こんなに大きな事でなくても、旅行や、趣味でもいいと思います。マイホーム計画中は、「マイホームがあるのに子どもがいないなんて。。。」とプレッシャーになってしまうのではないか、とすごく不安でした。
しかし、妊活を続けながらもマイホーム計画を平行して続け、もうすぐマイホームが完成するという頃、「家具は何にしよう?」など、本当に久しぶりに「妊活」以外の事を考えるようになっていきました。
それと同時期に、風疹の予防接種を受ける事にしました。(妊娠中に風疹にかかると高確率で障害のある子どもが生まれます。)
風疹の予防接種を受けると、二ヶ月間避妊をしなければいけない為、嫌でも妊活から離れなければなりません。
そして、この「妊活から距離を置く」行動が吉と出たのです。二ヶ月の避妊期間中は何にも支配されず、本当に穏やかな日々でした。
ずっと我慢してきたお酒を飲んだり、「妊娠しているかも」と先の計画を立てられなかった日々にもさよならし、とにかく楽しみました。
そして、妊娠が判明しました。
妊活休止期間だったので、病院にも通わず、基礎体温もつけず、排卵検査薬も使用していなかったので、本当に驚きました。
しかし、この妊娠は、すぐに流産という結果になってしまったのです。
でも、不妊期間が長かった私は、「妊娠できる身体だったんだ」と自信がつき、また、「妊活というストレスがなければ妊娠できた」という事実があった為、なるべく趣味やマイホームに気持ちを向け生活する事にしました。

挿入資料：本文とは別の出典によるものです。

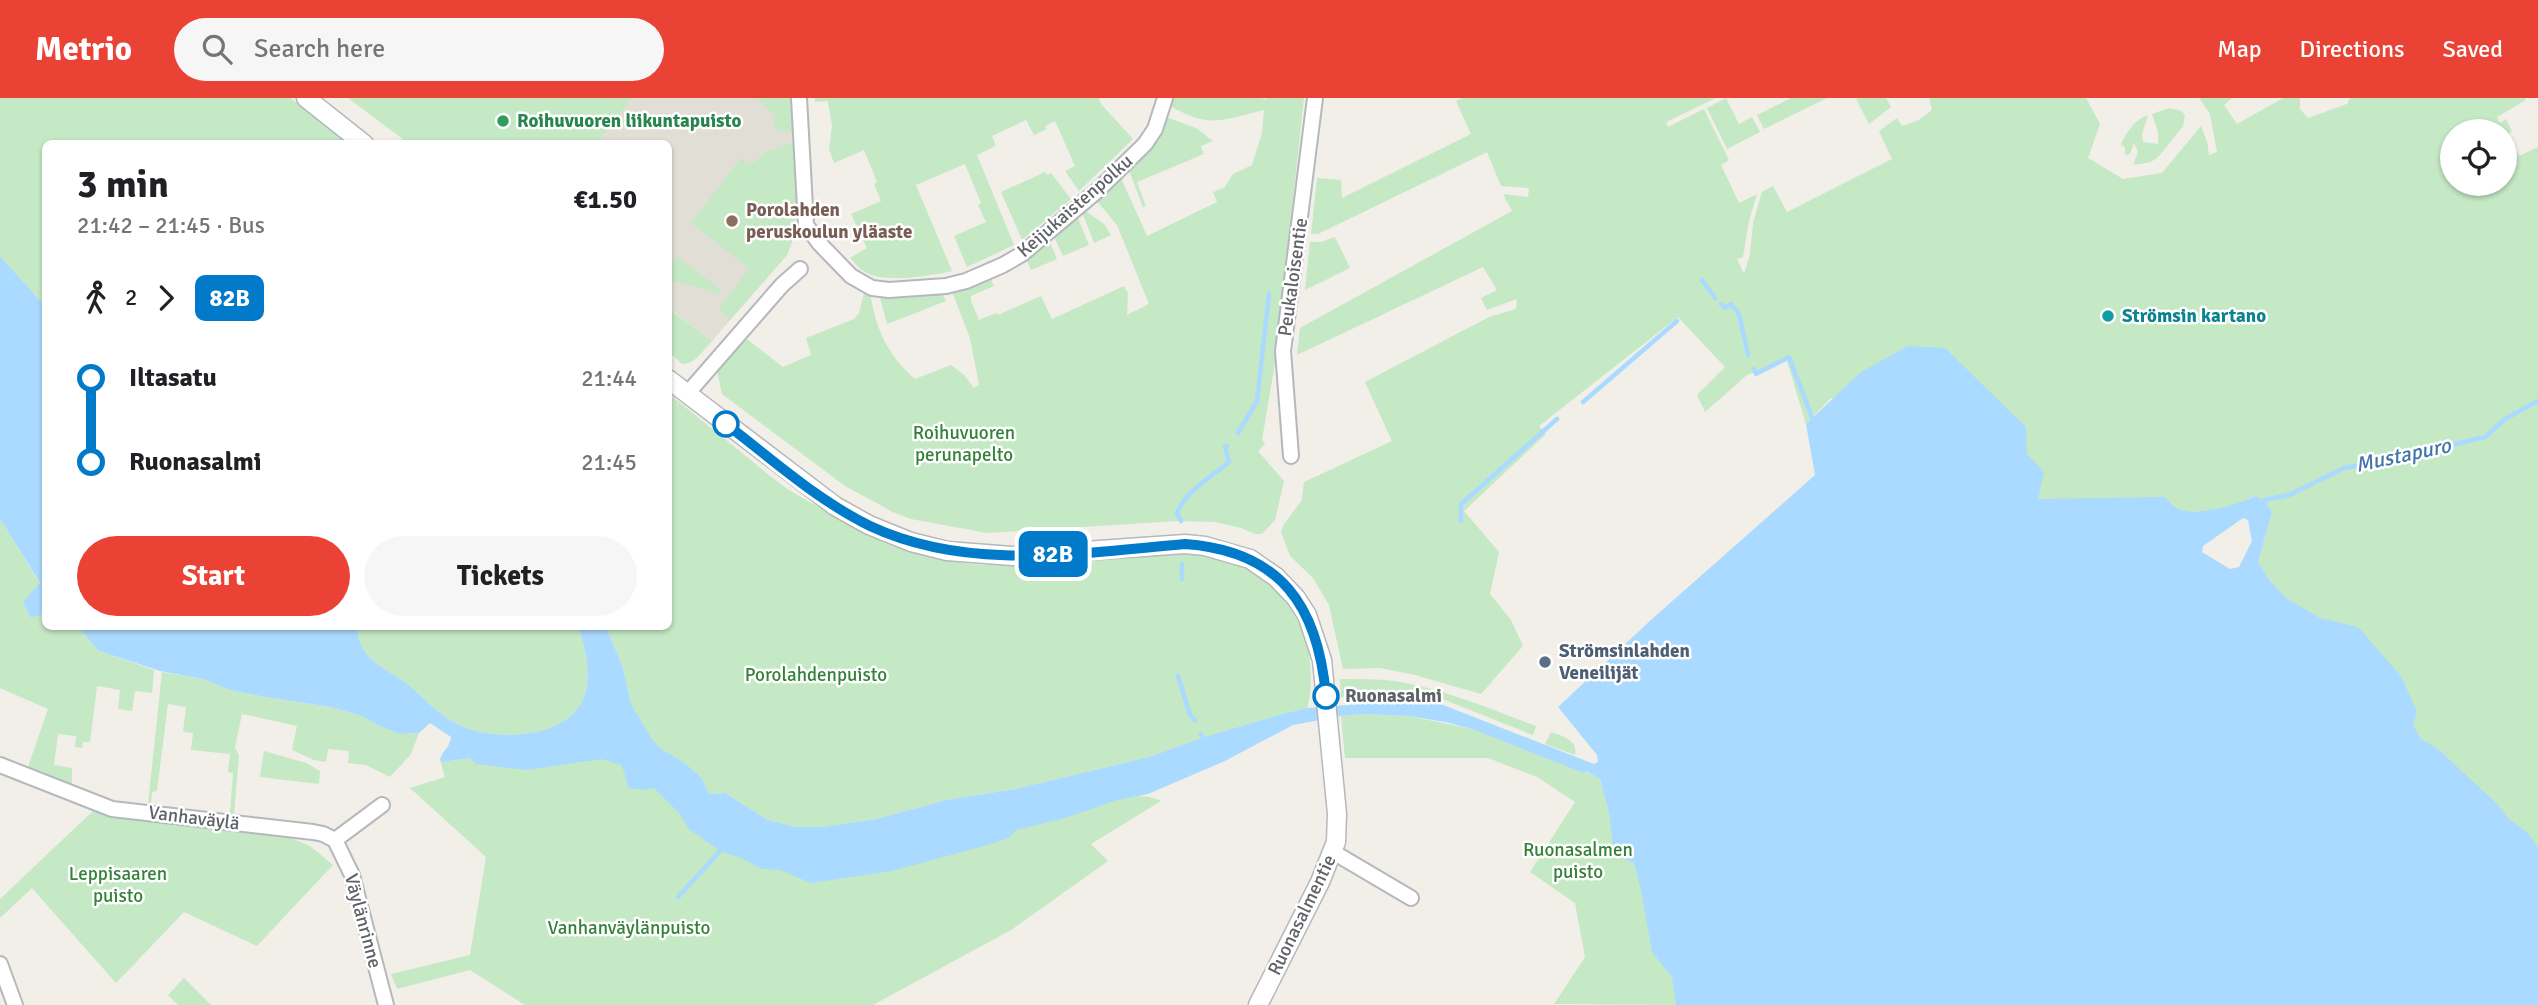 <!DOCTYPE html>
<html lang="en">
<head>
<meta charset="utf-8">
<style>
  body { margin:0; font-family:Signika,sans-serif; background:#f6f6f6; color:#202124; height:100vh; display:flex; flex-direction:column; font-size:26px; white-space:nowrap }
  * { box-sizing:border-box; margin:0 }
  p { font-size:23px; color:#757577 }
  .icon { flex:none; width:38px; height:38px; fill:none; stroke:currentColor; stroke-width:2; stroke-linecap:round; stroke-linejoin:round }
  .map { position:relative; flex:1; overflow:hidden }
  .details { position:absolute; left:42px; top:42px; width:630px; height:490px; display:flex; flex-direction:column; background:#fff; border-radius:10px; box-shadow:0 2px 5px #0004 }
  .details>* { flex:none }
  .badge { padding:0 14px; border-radius:10px; font-size:24px; line-height:46px }
  .controls { position:absolute; left:2440px; top:21px; display:grid; gap:14px }
  .controls a { display:grid; place-items:center; width:77px; height:77px; border-radius:50%; background:#fff; box-shadow:0 2px 5px #0004; font-size:35px }
  .map>.badge { position:absolute; translate:-50% -50%; box-shadow:0 0 0 4px #fff }
  .legs { display:flex; align-items:center; gap:10px; height:77px; padding:0 35px; font-size:23px }
  .legs p { margin-inline-start:auto }
  .headline { display:flex; align-items:center; justify-content:space-between; height:119px; padding:0 35px }
  h1 { font-size:38px; font-weight:800; line-height:52px }
  .cta { display:flex; gap:14px; margin-top:auto; padding:14px 35px }
  .cta a { flex:1; height:80px; border-radius:42px; background:#ea4335; color:#fff; font-size:28px; font-weight:800; line-height:80px; text-align:center }
  .cta a+a { background:#f6f6f6; color:#202124 }
  ul { padding:0 35px; list-style:none }
  li { display:flex; align-items:center; gap:24px; height:84px; font-size:26px }
  li i { display:grid; place-items:center; width:10px; height:100%; margin:0 9px; background:currentColor }
  li i::after { content:''; width:18px; height:18px; margin:-9px; border:5px solid; border-radius:50%; background:#fff }
  li p { margin-inline-start:auto }
  li:first-child i { background:linear-gradient(#0000 50%,currentColor 0) }
  li:last-child i { background:linear-gradient(currentColor 50%,#0000 0) }
  header { display:flex; align-items:center; gap:42px; box-sizing:border-box; height:98px; padding:0 35px; background:#ea4335; color:#fff }
  header strong { font-size:33px }
  nav { display:flex; gap:38px; margin-inline-start:auto; font-size:24px }
  .search { width:490px; height:63px; background:#f6f6f6; display:flex; align-items:center; gap:18px; box-sizing:border-box; padding:0 24px; border-radius:38px; color:#757577; font-size:26px }
  .map>svg:first-child { display:block }
  .education { fill:#e1ded6 }
  .green { fill:#c5e8c5; fill-rule:evenodd }
  .water { fill:#aadaff; fill-rule:evenodd }
  .lines { fill:none; stroke-linecap:round; stroke-linejoin:round }
  .stream { stroke:#aadaff; stroke-width:4.5 }
  .minor-casing { stroke:#b5b8bc; stroke-width:18 }
  .tertiary-casing { stroke:#b5b8bc; stroke-width:21 }
  .minor { stroke:#fff; stroke-width:14 }
  .tertiary { stroke:#fff; stroke-width:18 }
  .line-1-casing { stroke:#fff; stroke-width:16 }
  .line-1 { stroke:#007ac9; stroke-width:10 }
  .leisure-dot { fill:#2e9e5b; stroke:#fff; stroke-width:2.5 }
  .education-dot { fill:#8d6e63; stroke:#fff; stroke-width:2.5 }
  .culture-dot { fill:#0f9aa8; stroke:#fff; stroke-width:2.5 }
  .stop-1-dot { fill:#fff; stroke:#007ac9; stroke-width:3.5 }
  .service-dot { fill:#5c6f8a; stroke:#fff; stroke-width:2.5 }
  .labels { text-anchor:middle; dominant-baseline:central; stroke-width:5; stroke-linejoin:round; paint-order:stroke }
  .leisure-label { font-size:19px; font-weight:bold; fill:#27864d; stroke:#fff; text-anchor:start }
  .street-label { font-size:19px; fill:#5f6368; stroke:#fff }
  .education-label { font-size:19px; font-weight:bold; fill:#785e54; stroke:#fff; text-anchor:start }
  .culture-label { font-size:19px; font-weight:bold; fill:#0d838f; stroke:#fff; text-anchor:start }
  .park-label { font-size:19px; fill:#348238; stroke:#fff }
  .service-label { font-size:19px; font-weight:bold; fill:#4e5e75; stroke:#fff; text-anchor:start }
  .stop-label { font-size:19px; font-weight:bold; fill:#5f6368; stroke:#fff; text-anchor:start }
  .water-label { font-size:21px; font-style:italic; fill:#4174aa; stroke:#fff }
</style>
</head>
<body>
<header>
<strong>Metrio</strong>
<div class="search"><svg class="icon" aria-label="search" viewBox="0 0 24 24"><circle cx="10" cy="10" r="6"/><path d="M15 15l6 6"/></svg>Search here</div>
<nav><a>Map</a><a>Directions</a><a>Saved</a></nav>
</header>
<div class="map">
<svg width="2538" height="907" viewBox="0 0 2538 907">
  <rect width="100%" height="100%" fill="#f1efe8"/>
  <!-- education -->
  <path class="education" d="M619,0H790L797,115L792,145L787,157L712,243L669,210L668,46H585Z"/>
  <!-- green -->
  <path class="green" d="M0,0H290L350,45L46,46L45,208L0,158Z
    M348,0H631L597,46L408,45Z
    M756,0H790L793,34L777,33L774,25L776,18Z
    M815,0H1099L1101,6L1133,41L1079,93L1065,73L1075,68L1055,23L1045,28L1047,31L1034,37L1026,22L992,38L996,48L977,57L1014,147L967,169L954,138L986,124L978,107L981,105L965,66L916,87L952,173C931,178 886,185 867,175C860,172 855,165 850,160L867,150L851,116L881,103L874,86L877,84L864,52L834,65L829,51L832,28L828,3L815,4Z
    M1171,0H1262L1265,2L1266,0H1304L1275,265L1262,342L1265,346L1258,353L1284,383L1275,422L1262,436H1255L1241,430L1215,424L1177,423L987,435L911,421L893,414L845,388L722,296L717,273L743,238L783,269L811,257L806,240L854,221L859,215L865,192L870,194C876,231 886,255 915,281L951,267L964,277L974,290L979,287L970,240L951,191L990,178L994,188L971,198V203L979,222L996,215L998,217L1041,198L1052,221L1124,188L1128,195L1127,217L1149,206L1117,127L1096,102L1120,78L1147,138L1217,104L1213,94L1224,90L1233,76L1252,67L1262,35L1264,12C1221,22 1211,31 1170,8Z
    M1462,0H1716L1666,24L1668,29L1704,11L1729,62L1721,67L1739,105L1757,96L1749,123L1743,159L1737,161L1744,176L1750,156L1753,125L1762,94L1773,88L1787,114L1892,61L1879,33L1897,20L1902,28L1919,22L1932,12L1929,0H2086L2100,26L2088,60L2123,81L2162,75L2201,28L2207,43L2209,57L2217,54L2210,16L2199,0H2232L2224,7L2237,26L2283,0H2300V11L2308,20L2347,6L2350,0H2525L2526,2L2497,19L2500,25L2506,21L2512,33L2506,37L2519,58L2538,49V794L2270,483L2258,464L2272,414L2264,402L2254,398L2241,405L2211,413L2157,415L2037,401L1831,300L1806,326L1787,263L1747,277L1705,314L1697,297L1725,269L1678,219L1539,328L1546,336L1464,413L1499,454L1490,496L1511,522L1523,548L1481,596L1415,577L1380,570L1343,571L1329,507L1313,480L1290,458L1281,434L1284,426L1302,402L1304,384L1392,343L1365,284L1489,219L1516,211L1517,201L1487,212L1481,200L1497,192L1483,169L1297,257L1300,230L1512,113L1503,96L1528,99L1529,90L1501,88L1487,54L1318,136H1311L1317,80L1341,82L1342,100L1471,36L1456,3ZM2452,33H2504V86H2452Z
    M1726,0L1739,26L1752,19L1760,34L1727,51L1707,10Z
    M1791,0H1827L1764,31L1757,17Z
    M1859,0H1886L1891,9L1869,26L1856,1Z
    M2169,10L2182,13L2185,18L2183,28L2159,58L2151,64L2133,67L2138,54L2134,45L2130,56L2125,57V50L2121,46C2127,34 2134,22 2148,17L2142,36L2143,44L2158,46V34L2152,16Z
    M1166,19L1196,30L1213,43L1201,48L1204,56L1137,84L1146,108L1143,109L1128,70L1164,25Z
    M793,45C795,83 801,121 787,157L730,222L720,212L721,208L749,170L691,125L741,60L748,66L755,64L765,54Z
    M1045,74L1047,77L1051,75L1071,101L1022,142L1001,94Z
    M1084,112L1104,126L1111,137L1094,145L1082,114Z
    M1077,118L1089,147L1063,158L1054,139Z
    M1335,139L1350,170L1305,192L1310,144H1321Z
    M1049,142L1057,161L1031,172L1025,158Z
    M677,158L721,192L717,196L702,190L669,182V168Z
    M941,193L946,203L887,226L879,196Z
    M668,210L712,243L697,260L689,265L682,266L669,254Z
    M669,296C695,317 721,338 747,359C761,370 774,382 789,392C805,402 823,411 840,421C860,432 879,444 901,451C936,462 975,469 1011,467C1102,463 1253,420 1301,527C1311,547 1314,589 1307,610L1282,616L1198,642L1149,659L1015,691L946,702L876,721L823,729H796L768,722L725,695L709,696L701,679L686,666L660,650L652,642L631,606L623,570L606,529L668,528Z
    M0,421L40,486L31,520L45,515L46,528L78,529L99,553L154,572L152,595L135,593L132,613L118,611L120,592L97,588L90,644H83L82,650L75,649L76,638L58,636L54,667L72,670V686L28,669L48,611L0,590Z
    M357,529H578C586,551 594,585 580,607C558,642 491,643 457,626C435,615 422,596 403,583C380,566 360,562 357,529Z
    M162,574L203,581L230,592L265,599L331,609L362,618L379,628L399,636L419,635L411,656L390,679L366,667L348,665L349,653L328,651L326,664L314,662L292,652L297,628L242,616L235,649L239,658L234,716L230,715L233,675L228,674L230,656L191,652L193,635L183,634L186,609L168,606L157,693L152,694L151,706H148Z
    M1340,581C1358,581 1377,581 1395,583C1444,591 1490,611 1536,628L1533,637L1440,600L1422,597L1341,599Z
    M1364,616L1409,618L1472,631L1583,674L1585,673L1600,681L1609,715L1615,757L1634,765L1690,907L1554,906L1585,859L1575,805L1530,774L1575,704L1537,679L1488,660H1345L1341,618Z
    M1551,634C1563,638 1578,642 1575,657L1545,646Z
    M264,653L306,665L320,673L319,686L260,679Z
    M609,654L726,739L1065,720C1093,710 1132,689 1161,703L1091,746L1108,763L1011,832L873,907H525L470,872L397,891L391,876L470,857L486,759L410,690L445,679L440,662L443,664L470,660Z
    M93,713L108,719L291,740L310,748L333,767L257,848L184,814L116,885L32,790L0,820V801Z
    M184,880L211,907H178L168,897Z"/>
  <!-- water -->
  <path class="water" d="M0,158L45,208L46,515L31,520L23,504L40,485L0,421Z
    M1908,248L1945,250L2026,329L2027,356L2044,374L2038,401L2165,399C2168,402 2173,409 2178,411C2196,419 2238,407 2255,398L2264,402L2272,414L2258,464L2270,483L2286,500L2320,520L2358,529L2401,578L2417,614L2413,627L2421,641L2438,651L2496,705L2509,721L2527,734L2538,750V907H1676L1672,879L1652,854L1641,792L1634,765L1614,757L1609,715L1600,681L1586,673L1584,675L1472,631L1445,624L1409,618L1364,616L1341,618L1293,627L1225,663L1148,696L1117,702L1065,720L1016,732L1009,740L991,746L892,773L811,785L780,772L762,771L741,760L720,753L689,731L679,715L654,690L644,692L629,690C625,682 626,675 621,667L601,661L527,672L476,666L470,660L443,664L440,662C442,652 449,652 451,639L430,625L419,635L399,636L379,628L362,618L331,609L265,599L230,592L203,581L160,573L99,553L78,529H357C360,562 380,566 403,583C422,596 435,615 457,626C491,643 558,642 580,607C594,585 586,551 578,529H606L623,570L631,606L652,641L660,650L686,666L701,679L709,696L725,695L768,722L796,729H823L876,721L946,702L1015,691L1149,659L1202,640L1282,616L1307,610L1415,602L1433,603L1594,666L1598,664L1597,657L1558,609L1652,521L1815,377L1806,326L1861,274ZM2243,420L2248,422L2252,443L2239,469L2230,471L2202,454L2203,448Z"/>
  <g class="lines">
    <!-- stream -->
    <path class="stream" d="M1702,182L1715,200
      M1721,206L1725,210L1731,206L1739,216L1748,257
      M1754,271L1756,276L1789,259L1813,322
      M1583,304L1677,223
      M1238,335L1257,303L1269,196
      M2264,402L2289,397L2344,370L2381,364L2485,339L2505,321L2538,303
      M1181,423L1177,415C1185,393 1212,379 1229,364L1225,349L1227,348
      M1461,423V406L1557,321
      M1182,466V481
      M1178,578L1190,617L1195,622
      M1201,636L1202,640
      M678,799L720,753"/>
    <defs>
      <path id="minor" d="M799,0L806,127L819,145L851,178L872,190L889,192L946,188L966,183L1003,167L1022,156L1097,93L1145,46L1155,31L1165,0
        M687,296L782,187L800,171
        M1291,358L1283,253L1315,0
        M0,667L112,711L313,734L323,736L335,742
        M335,742L352,777L386,907
        M335,742L382,707
        M1333,754L1411,800
        M0,866L15,907"/>
      <path id="tertiary" d="M306,0L364,46
        M668,281L835,408L869,427L911,444L947,453L1012,458L1185,446L1205,448L1250,461L1276,479L1296,500L1307,517L1322,562L1337,716L1336,744L1320,784L1258,907"/>
    </defs>
    <!-- minor casing -->
    <use href="#minor" class="minor-casing"/>
    <!-- tertiary casing -->
    <use href="#tertiary" class="tertiary-casing"/>
    <!-- minor -->
    <use href="#minor" class="minor"/>
    <!-- tertiary -->
    <use href="#tertiary" class="tertiary"/>
  </g>
  <g class="lines">
    <defs>
      <path id="line-1" d="M726,326C772,361 817,402 870,428C968,474 1081,455 1185,446C1281,453 1318,508 1326,598"/>
    </defs>
    <!-- line-1 casing -->
    <use href="#line-1" class="line-1-casing"/>
    <!-- line-1 -->
    <use href="#line-1" class="line-1"/>
  </g>
  <!-- markers -->
  <circle class="leisure-dot" cx="503" cy="23" r="7"/>
  <circle class="education-dot" cx="732" cy="123" r="7"/>
  <circle class="culture-dot" cx="2108" cy="218" r="7"/>
  <g class="stop-1-dot">
    <circle cx="726" cy="326" r="12"/>
    <circle cx="1326" cy="598" r="12"/>
  </g>
  <circle class="service-dot" cx="1545" cy="564" r="7"/>
  <g class="labels">
    <!-- leisure labels -->
    <g class="leisure-label">
      <text x="517" y="23">Roihuvuoren liikuntapuisto</text>
    </g>
    <!-- street labels -->
    <g class="street-label">
      <text transform="translate(1075 108) rotate(-41)">Keijukaistenpolku</text>
      <text transform="translate(1293 179) rotate(-82)">Peukaloisentie</text>
      <text transform="translate(194 720) rotate(7)">Vanhaväylä</text>
      <text transform="translate(1302 817) rotate(-64)">Ruonasalmentie</text>
      <text transform="translate(363 823) rotate(75)">Väylänrinne</text>
    </g>
    <!-- education labels -->
    <g class="education-label">
      <text x="746" y="112">Porolahden<tspan x="746" dy="22">peruskoulun yläaste</tspan></text>
    </g>
    <!-- culture labels -->
    <g class="culture-label">
      <text x="2122" y="218">Strömsin kartano</text>
    </g>
    <!-- park labels -->
    <g class="park-label">
      <text x="964" y="335">Roihuvuoren<tspan x="964" dy="22">perunapelto</tspan></text>
      <text x="816" y="577">Porolahdenpuisto</text>
      <text x="1578" y="752">Ruonasalmen<tspan x="1578" dy="22">puisto</tspan></text>
      <text x="118" y="776">Leppisaaren<tspan x="118" dy="22">puisto</tspan></text>
      <text x="629" y="830">Vanhanväylänpuisto</text>
    </g>
    <!-- service labels -->
    <g class="service-label">
      <text x="1559" y="553">Strömsinlahden<tspan x="1559" dy="22">Veneilijät</tspan></text>
    </g>
    <!-- stop labels -->
    <g class="stop-label">
      <text x="1345" y="598">Ruonasalmi</text>
    </g>
    <!-- water labels -->
    <g class="water-label">
      <text transform="translate(2403 357) rotate(-12)">Mustapuro</text>
    </g>
  </g>
</svg>
<div class="controls">
<a><svg class="icon" aria-label="locate" viewBox="0 0 24 24"><circle cx="12" cy="12" r="6"/><path d="M12 2v4M12 18v4M2 12h4M18 12h4"/></svg></a>
</div>
<b class="badge" style="left:1053px;top:456px;background:#007ac9;color:#fff">82B</b>
<section class="details">
<div class="headline"><div><h1>3 min</h1><p>21:42 – 21:45 · Bus</p></div><b>€1.50</b></div>
<div class="legs"><svg class="icon" aria-label="walk" viewBox="0 0 24 24"><circle cx="13" cy="4" r="2"/><path d="M13 8l-2 6 4 7M11 14l-3 7M7 12l3-4h3l4 4"/></svg>2<svg class="icon" aria-label="forward" viewBox="0 0 24 24"><path d="M9 5l7 7-7 7"/></svg><b class="badge" style="background:#007ac9;color:#fff">82B</b></div>
<ul>
<li><i style="color:#007ac9"></i><b>Iltasatu</b><p>21:44</p></li>
<li><i style="color:#007ac9"></i><b>Ruonasalmi</b><p>21:45</p></li>
</ul>
<div class="cta"><a>Start</a><a>Tickets</a></div>
</section>
</div>
</body>
</html>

そして、3ヵ月後、再び妊娠、10ヶ月後に無事に出産に至りました。
ストレスは大敵
私が妊活中に一番言われて腹が立った言葉が「考えすぎだよ」とか「ストレス溜めすぎだよ」とか「あきらめた頃にやってくる」という言葉たちでした。
「それが出来たら苦労しない」ずっと思っていました。
しかし、今思えばその通りだったのです。
色んな事を試してきたのに、結局何もしなかった時に二度も妊娠したのです。だけど、私も長期間の妊活経験者なので、本当に妊活中の方の気持ちは分かります。
簡単に距離を置く事が出来ない事も分かります。
ただ、私が妊娠、出産を経て、今感じる事は、「夫婦の時間が欲しい」です。
子どもはかわいいです。
でも一日だけでいいから妊活していたあの頃、夫婦で過ごしていたあの頃に戻りたいです。
子どもが出来ると良くも悪くも夫婦の関係は変わってしまうものだと思います。
今妊活をしている皆様には「夫婦の時間」を本当に大切にして欲しいと思います。夫婦二人だからこそ出来る事、たくさん見つけて楽しんで欲しいです。
本当にかけがえのない時間だと思います。
そんな時間を大切にしつつ、その中で、もしも少しでも「妊活」が頭から離れて少しでもストレスが軽減してくれたら嬉しいです。
そして、妊活を頑張る全ての夫婦の元にかわいい赤ちゃんが来てくれる事、心の底から願っています。